Her an nîmetlerin deryâsında yüzmekte, onlardan istifâde etmekteyiz. Bizleri
râzı olduğun, beğendiğin yer olan Cennetine dâvet ettin. Seni hatırlamak,
emirlerini yapmak sebebiyle, bizlere sonsuz nîmetler hazırladın, ihsân ettin.
Ne büyüksün yâ Rabbî!
Yâ İlâhî! Biz kendimize
zulmettik. Nefsimizin kötülüğü her yanımızı kapladı. Gaflet denizi kalblerimizi
doldurdu. Her hâlimizle perişanlığımız apaçık. Bizim bu hâlimizi en iyi
bilensin.
Yâ İlâhi! İsyânımız ve
günahımız, senin azâbını bilmemek, duymamak sebebiyle değildir. Lâkin âsî
nefsimiz bize, azâba düşürecek işleri yaptırdı ve günahları işletti. Senin
günahları örtüp, yüzümüze vurmaman sebebiyle şımardık. Bu yüzden çok günah
işledik. Senin af ve magfiretine güvenip, günahlara daldık. Şimdi
yaptıklarımızın cezâsı olarak, bize hazırladığın azâb ile karşı karşıyayız.

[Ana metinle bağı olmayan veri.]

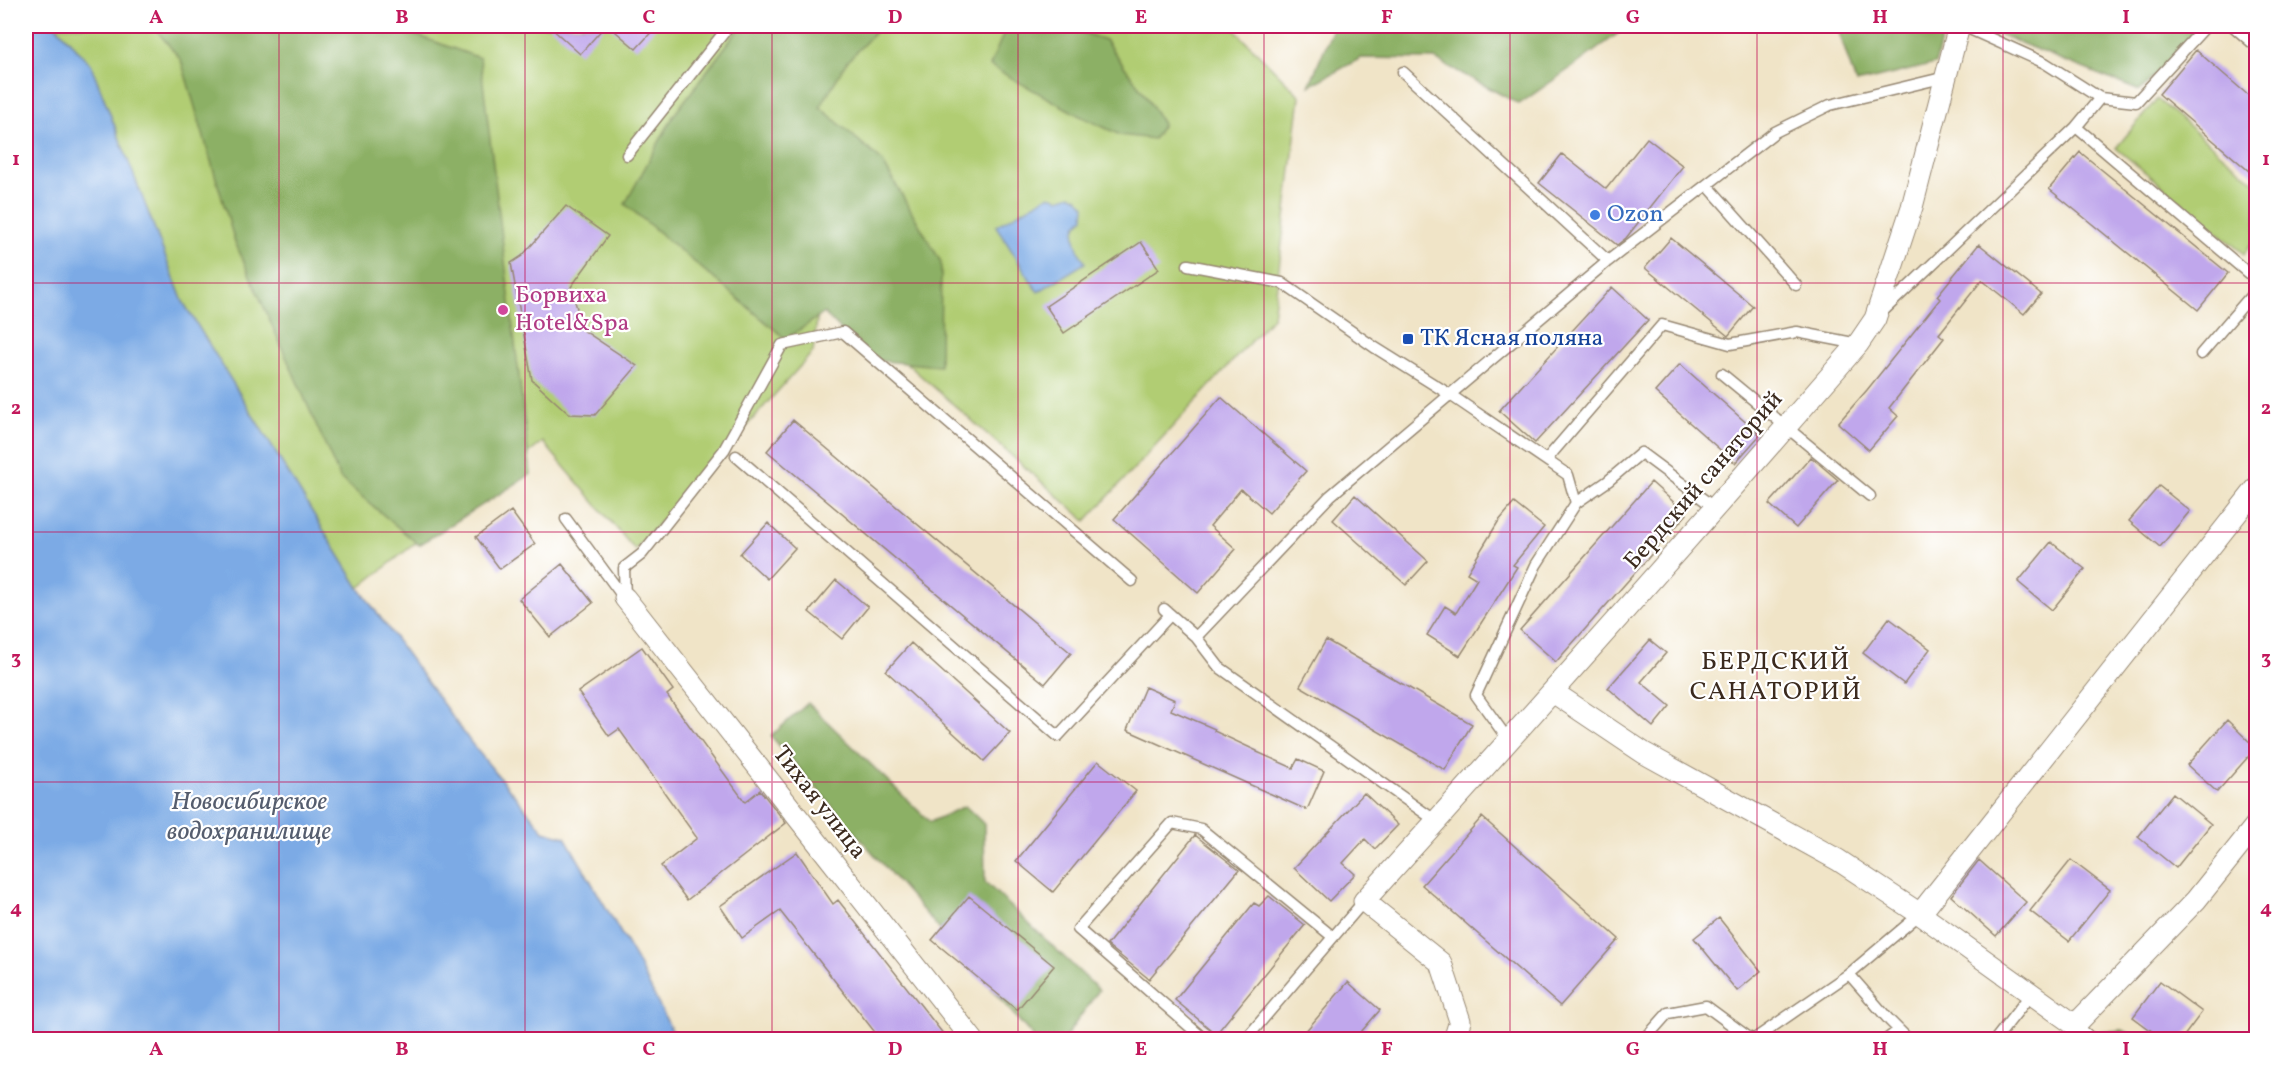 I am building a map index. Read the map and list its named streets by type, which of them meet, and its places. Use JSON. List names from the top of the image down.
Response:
{
  "streets": {
    "street": ["Бердский санаторий", "Тихая улица"]
  },
  "districts": ["БЕРДСКИЙ САНАТОРИЙ"],
  "water": ["Новосибирское водохранилище"],
  "places": {
    "other": ["Ozon", "Борвиха Hotel&Spa"],
    "transit": ["ТК Ясная поляна"]
  },
  "grid": {
    "columns": [
      "A",
      "B",
      "C",
      "D",
      "E",
      "F",
      "G",
      "H",
      "I"
    ],
    "rows": [
      "1",
      "2",
      "3",
      "4"
    ]
  }
}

Cehennem azâbından bizi şimdi kim kurtarabilir. Senden başka kim bize bir
kurtuluş ipi uzatabilir. Âhiret günü, senin huzûrunda mahcûb bir duruma düşecek
bu hâlimize yazıklar olsun. Yarın çirkin amellerimiz karşımıza çıkarıldığında
ayıblanmamıza esefler olsun.
Yâ Rabbî! Bizim günahlarımızı
affet. Kusûrlarımızı bağışla. İbâdetlerimizdeki kusurlarımızı af ve magfiret
eyle. Yâ İlâhî! Bilmeyerek yaptıklarımızı affet ve bizi aklıselîm sâhibi kıl.
Sen, Rabbimizsin, sana inandık. Sen günahları affedersin, affedicisin."

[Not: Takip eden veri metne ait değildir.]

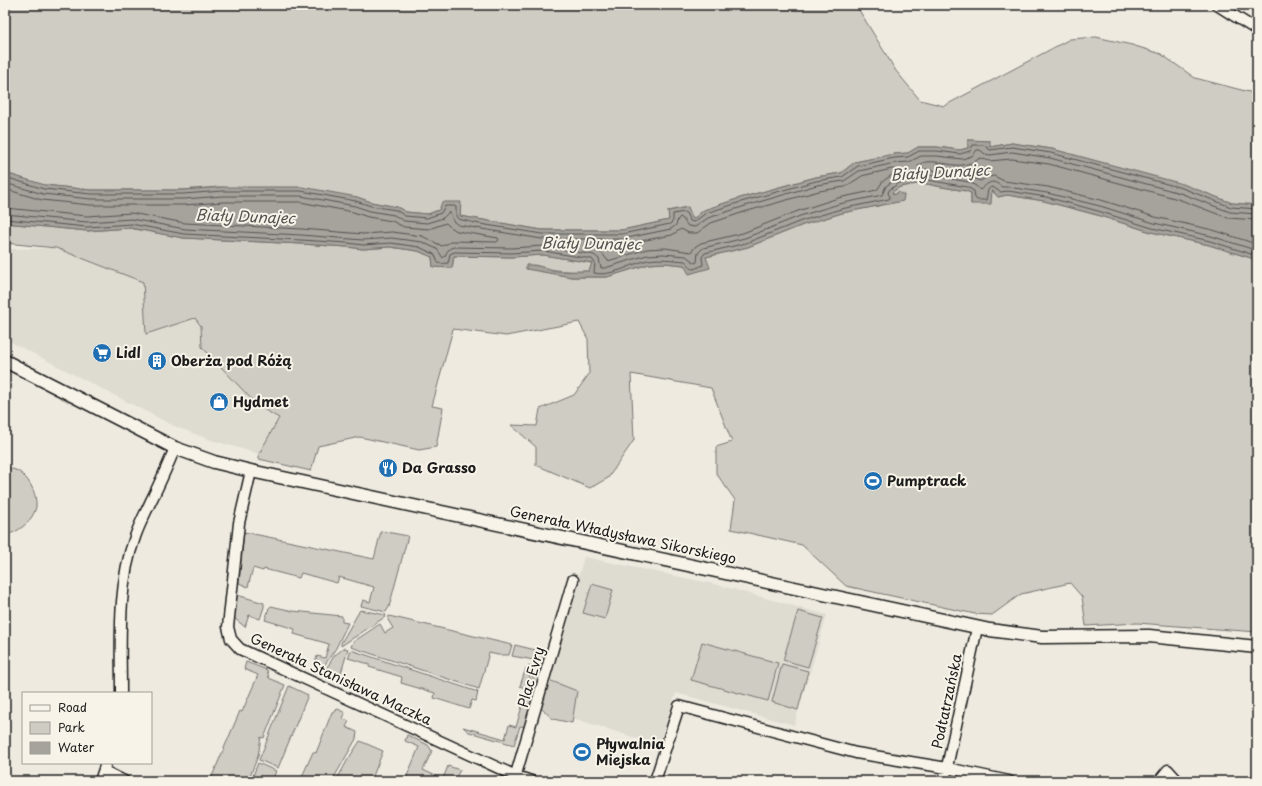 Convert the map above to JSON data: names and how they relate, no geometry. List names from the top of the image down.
{
  "streets": {
    "street": [
      "Generała Władysława Sikorskiego",
      "Plac Evry",
      "Generała Stanisława Maczka",
      "Podtatrzańska"
    ]
  },
  "crossings": [
    ["Generała Władysława Sikorskiego", "Generała Stanisława Maczka"],
    ["Generała Władysława Sikorskiego", "Podtatrzańska"],
    ["Plac Evry", "Generała Stanisława Maczka"]
  ],
  "water": ["Biały Dunajec"],
  "places": {
    "supermarket": ["Lidl"],
    "building": ["Oberża pod Różą"],
    "shop": ["Hydmet"],
    "restaurant": ["Da Grasso"],
    "sports": ["Pumptrack", "Pływalnia Miejska"]
  },
  "legend": ["Road", "Park", "Water"]
} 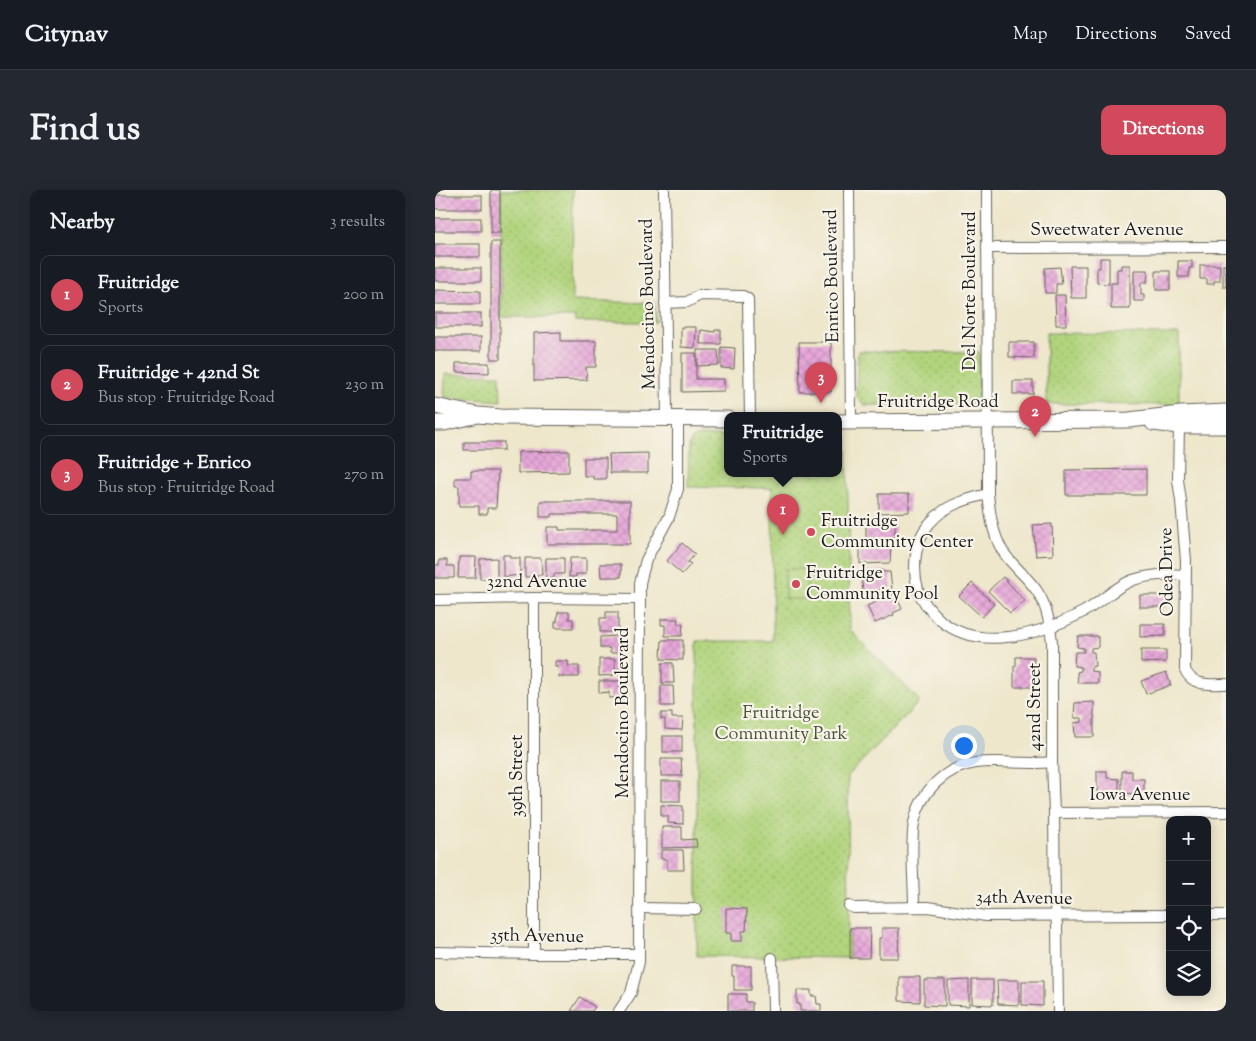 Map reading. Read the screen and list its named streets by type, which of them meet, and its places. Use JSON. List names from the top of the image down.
{
  "streets": {
    "main road": ["Fruitridge Road"],
    "street": [
      "Sweetwater Avenue",
      "Enrico Boulevard",
      "Del Norte Boulevard",
      "Mendocino Boulevard",
      "Odea Drive",
      "32nd Avenue",
      "42nd Street",
      "39th Street",
      "Iowa Avenue",
      "34th Avenue",
      "35th Avenue"
    ]
  },
  "crossings": [
    ["Sweetwater Avenue", "Del Norte Boulevard"],
    ["Enrico Boulevard", "Fruitridge Road"],
    ["Del Norte Boulevard", "Fruitridge Road"],
    ["Del Norte Boulevard", "42nd Street"],
    ["Mendocino Boulevard", "32nd Avenue"],
    ["Mendocino Boulevard", "35th Avenue"],
    ["Fruitridge Road", "Odea Drive"],
    ["Fruitridge Road", "42nd Street"],
    ["32nd Avenue", "39th Street"],
    ["42nd Street", "Iowa Avenue"],
    ["42nd Street", "34th Avenue"],
    ["39th Street", "35th Avenue"]
  ],
  "parks": ["Fruitridge Community Park"],
  "places": ["Fruitridge Community Center", "Fruitridge Community Pool"],
  "page": {
    "header": "Citynav",
    "nav": ["Map", "Directions", "Saved"],
    "title": "Find us",
    "buttons": "Directions",
    "heading": ["Nearby", "3 results"],
    "list": [
      {
        "mark": "1",
        "name": "Fruitridge",
        "note": "Sports",
        "value": "200 m"
      },
      {
        "mark": "2",
        "name": "Fruitridge + 42nd St",
        "note": "Bus stop · Fruitridge Road",
        "value": "230 m"
      },
      {
        "mark": "3",
        "name": "Fruitridge + Enrico",
        "note": "Bus stop · Fruitridge Road",
        "value": "270 m"
      }
    ],
    "pins": ["3", "2", "1"],
    "popup": ["Fruitridge", "Sports"],
    "map_buttons": ["+", "−"]
  }
}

Talebelerine bir sohbetinde
şöyle nasîhat etti:
"Bütün işlerinizde ve
hareketlerinizde, orta hâl üzere olun. Cimrilikten ve isrâftan son derece
sakının. İsrâf ve haddinden fazla dağıtmakla, elde bir şey kalmaz. Bir gün
insan muhtaç kalır. Cimrilik yapmak, hâl ve harekette ölçülü olmamakla da, kişi
îtibâr bulamaz.
Sakın dünyânın parlaklığına,
câzibesine ve onun dışı tatlı, içi zehir olan hîlelerine aldanma. Onun inci
gibi görünen ön dişlerinin arkasında, parçalayıcı dişler saklıdır. Çünkü
dünyânın sağı solu belli olmaz. Bakarsın bâzan suda ateş parçası olsun ister. Bâzan
insana yapamayacağı şeyleri teklif eder. Böylece insan, boyundan büyük işlere
girer de helâk olur gider.
Eğer kadere, Allahü teâlânın
hükmüne rızâ gösterirseniz şerefli bir hayat yaşarsınız. Yok, imkânsız bir
şeyin olmasını ümit ederseniz, ümidinizi, tehlikeli bir şey üzerine binâ etmiş,
kurmuş olursunuz.
Zaman akıp gidiyor. Hâdiseler
birbiri peşinden geliyor. Yumuşaklık; vekar ve sükûnettir. Dünyâ hırsı bir
anlıktır. Sabır, yumuşak olmaya, meseleler üzerinde temkinli ve dikkatli
hareket etmeye vesîle olur. Kızmak, kabalığa yol açar. Dünyâ hayâtı, bir uyku
hâlidir. Ölüm, bu uykudan uyanmaktır.
İnsanın ömrü, hep sonra
yapacağım, edeceğim ile geçer. İnsanların temenniden başka sermâyeleri yoktur.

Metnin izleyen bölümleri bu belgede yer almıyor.